Look at the tip of that old pencil in your desk drawer, and what you’ll see are layers of graphite that are thousands of atoms thick. Use the pencil to draw a line on a piece of paper, and the mark you’ll see on the page is made up of hundreds of one-atom layers.
But when UK scientists found a way — using, essentially, a piece of ordinary sticky tape — to peel off a layer of graphite that was just a single atom thick, they called the two-dimensional material graphene and, in 2010, won the Nobel Prize in physics for the discovery.
Now, researchers at the University of Delaware have conducted high-performance computer modeling to investigate a new approach for ultrafast DNA sequencing based on tiny holes, called nanopores, drilled into a sheet of graphene. Such quick and low-cost (estimated at less than $1,000) sequencing could usher in an era of personalized medicine, says Branislav Nikolic, associate professor of physics and astronomy.
“Graphene is a two-dimensional sheet of carbon atoms arranged in a honeycomb pattern,” he says. “The mechanical stability of graphene makes it possible to use an electron beam to sculpt a nanopore in a suspended sheet, as demonstrated in 2008 by Marija Drndić at the University of Pennsylvania.”
Graphene has been among the fastest-growing areas of study in nanoscience and technology over the past five years, Nikolic says, calling it a wonder material that has remarkable mechanical, electronic and optical properties.
In the new device concept proposed by Nikolic’s team, a tiny hole a few nanometers in diameter is drilled into a sheet of graphene and DNA is threaded through that nano-pore.

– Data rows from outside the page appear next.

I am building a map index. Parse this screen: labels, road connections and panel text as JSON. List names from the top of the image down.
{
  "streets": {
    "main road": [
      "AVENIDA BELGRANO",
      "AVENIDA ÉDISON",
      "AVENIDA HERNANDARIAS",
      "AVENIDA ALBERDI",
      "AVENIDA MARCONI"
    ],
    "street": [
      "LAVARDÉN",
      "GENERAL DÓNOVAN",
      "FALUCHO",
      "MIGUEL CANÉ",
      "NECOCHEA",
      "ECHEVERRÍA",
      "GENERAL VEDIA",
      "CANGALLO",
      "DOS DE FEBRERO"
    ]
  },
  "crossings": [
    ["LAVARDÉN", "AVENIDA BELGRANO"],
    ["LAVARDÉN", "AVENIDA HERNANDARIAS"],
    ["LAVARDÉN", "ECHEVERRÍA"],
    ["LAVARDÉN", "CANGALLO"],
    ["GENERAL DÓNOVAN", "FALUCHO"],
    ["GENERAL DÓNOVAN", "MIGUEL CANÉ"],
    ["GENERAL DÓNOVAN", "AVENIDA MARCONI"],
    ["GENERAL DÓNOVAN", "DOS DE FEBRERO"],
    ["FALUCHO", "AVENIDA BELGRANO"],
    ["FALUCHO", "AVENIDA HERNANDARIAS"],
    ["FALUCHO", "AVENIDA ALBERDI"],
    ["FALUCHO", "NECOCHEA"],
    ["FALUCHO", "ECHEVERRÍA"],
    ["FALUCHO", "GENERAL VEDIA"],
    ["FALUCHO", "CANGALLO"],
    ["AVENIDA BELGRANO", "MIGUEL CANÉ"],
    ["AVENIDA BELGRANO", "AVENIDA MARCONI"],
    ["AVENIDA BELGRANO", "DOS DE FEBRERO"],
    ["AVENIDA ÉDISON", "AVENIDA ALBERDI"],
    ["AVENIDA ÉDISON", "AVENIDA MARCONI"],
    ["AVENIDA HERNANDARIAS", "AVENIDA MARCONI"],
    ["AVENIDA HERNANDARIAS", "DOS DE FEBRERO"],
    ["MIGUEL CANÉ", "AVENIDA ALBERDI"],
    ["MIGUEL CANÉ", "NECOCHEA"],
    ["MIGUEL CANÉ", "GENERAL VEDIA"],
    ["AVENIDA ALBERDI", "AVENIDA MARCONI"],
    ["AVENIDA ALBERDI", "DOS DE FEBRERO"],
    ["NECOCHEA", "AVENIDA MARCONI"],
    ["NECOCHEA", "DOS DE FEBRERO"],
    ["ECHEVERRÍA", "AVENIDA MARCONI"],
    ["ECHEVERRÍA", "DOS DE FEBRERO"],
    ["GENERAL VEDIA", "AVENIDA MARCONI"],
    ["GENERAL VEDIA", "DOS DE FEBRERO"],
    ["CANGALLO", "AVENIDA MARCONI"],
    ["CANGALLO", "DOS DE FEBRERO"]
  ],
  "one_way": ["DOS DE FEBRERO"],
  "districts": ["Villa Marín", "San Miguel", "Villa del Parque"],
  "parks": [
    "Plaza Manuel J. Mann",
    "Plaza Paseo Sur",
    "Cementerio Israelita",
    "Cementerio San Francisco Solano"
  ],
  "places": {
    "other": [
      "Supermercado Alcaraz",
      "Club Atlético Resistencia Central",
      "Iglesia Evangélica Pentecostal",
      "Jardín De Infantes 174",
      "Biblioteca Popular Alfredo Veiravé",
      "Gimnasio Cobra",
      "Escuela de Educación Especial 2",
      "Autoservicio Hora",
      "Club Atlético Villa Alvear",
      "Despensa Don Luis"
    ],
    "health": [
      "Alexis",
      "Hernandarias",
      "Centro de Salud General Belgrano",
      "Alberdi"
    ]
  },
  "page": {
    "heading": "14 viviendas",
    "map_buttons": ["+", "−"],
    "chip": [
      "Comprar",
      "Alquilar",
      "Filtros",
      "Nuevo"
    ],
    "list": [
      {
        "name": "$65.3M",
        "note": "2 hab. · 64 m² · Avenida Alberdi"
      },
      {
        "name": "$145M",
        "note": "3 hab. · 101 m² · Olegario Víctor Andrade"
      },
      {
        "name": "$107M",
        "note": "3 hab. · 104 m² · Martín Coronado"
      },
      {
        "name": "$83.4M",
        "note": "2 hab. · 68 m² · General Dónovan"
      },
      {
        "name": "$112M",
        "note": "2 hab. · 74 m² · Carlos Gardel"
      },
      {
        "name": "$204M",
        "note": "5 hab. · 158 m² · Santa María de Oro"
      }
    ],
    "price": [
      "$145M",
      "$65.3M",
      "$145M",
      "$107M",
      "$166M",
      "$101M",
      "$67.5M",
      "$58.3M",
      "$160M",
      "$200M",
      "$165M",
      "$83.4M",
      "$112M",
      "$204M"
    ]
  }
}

Then, a current is used to detect the presence of different DNA bases within the nanopore. The process uses graphene nanoribbons — thin strips of graphene that are less than 10 nanometers wide and have edges made up of a specific zigzag arrangement of carbon atoms.
Nikolic says that he and postdoctoral researcher Kamal Saha used knowledge acquired from several years of theoretical and computational research on the electronic transport in graphene to increase the magnitude of the detection current in their biosensor by a thousand to a million times when compared to other recently considered devices.
Nikolic, Saha and Drndić recently published the results of the computer modeling in the journal Nano Letters, published by the American Chemical Society. Colleagues, led by Drndić at Penn, will now seek to fabricate the biosensors in their lab, guided by the simulations.
In June, in Pisa, Italy, a workshop organized by Nikolic and sponsored by the Centre Européen de Calcul Atomique et Moléculaire, brought together leading experts in computational modeling and investigation of nanodevices for third-generation DNA sequencing technologies.